NEW YORK, NY, September, 2017 – It has been eight years since the Federal Bureau of Investigation’s probe into insider trading led to the demise of $7 billion hedge fund firm Galleon Group, yet the issue is far from fading into the background. Since Galleon’s demise, the FBI and regulators have brought countless charges of insider trading –most notably against Steven Cohen’s SAC Capital Advisors, which plead guilty to insider trading charges in 2013 and paid a whopping $1.8 billion penalty. And then there’s Cohen himself, who just last year reached an agreement with the Securities and Exchange Commission over his firm’s activities that will keep him from managing money for anyone but himself until 2018. Most recently, prosecutors filed insider trading charges against seven individuals over trades based on non-public information they were given by Daniel Rivas, a Bank of America employee.

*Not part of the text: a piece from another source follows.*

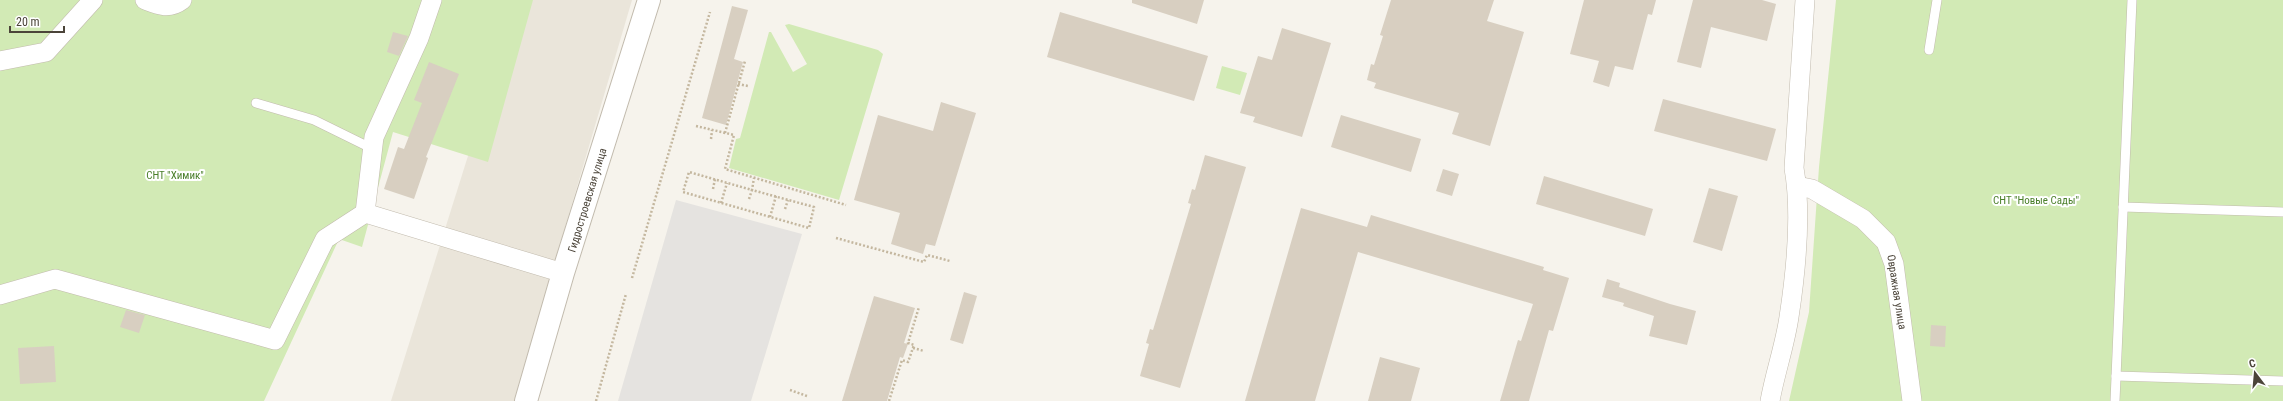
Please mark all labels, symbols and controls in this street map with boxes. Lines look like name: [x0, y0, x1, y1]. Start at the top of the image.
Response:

The New York Hedge Fund Roundtable recently hosted an event focused on this continuously relevant topic and then surveyed its membership to see whether or not members’ perception of the issue has changed since the Roundtable last focused an event on the issue in January 2016.

From Trader to Whistleblower: How Tom Hardin Wound Up at the Center of Galleon’s Insider Trading Case was the topic of the Roundtable’s August event, where Hardin, initially known as “Tipper X” in the Galleon investigation, shared his story of how insider trading ended his career for what was ultimately just a $46,000 commission.

“We’re all potentially just a few decisions away from going down that slippery slope… there’s this idea in social science called the fudge factor –that humans all have a fudge factor, but that we want to be able to cheat up to the point where we can still think of ourselves as good people,” said Hardin, discussing the evolution of his involvement in insider trading at the Roundtable’s August 2nd event. “My self talk in this situation was that ‘this is such a small position, it’s an immaterial position’… the problem is that once you do it once it becomes very easy to do it again,” he said.

When it comes insider trading, Roundtable members are fairly confident the problem is not one within their own firms. 97% of respondents to this year’s insider trading survey believe their firm is completely compliant with regulations prohibiting the practice, up from 91% of respondents who felt this way in January 2016. Nonetheless, there is a consensus among members that as long as money continues to pour into alternative investments and the number of funds keeps rising there will always be someone desperate enough to try insider trading as a way of differentiating themselves.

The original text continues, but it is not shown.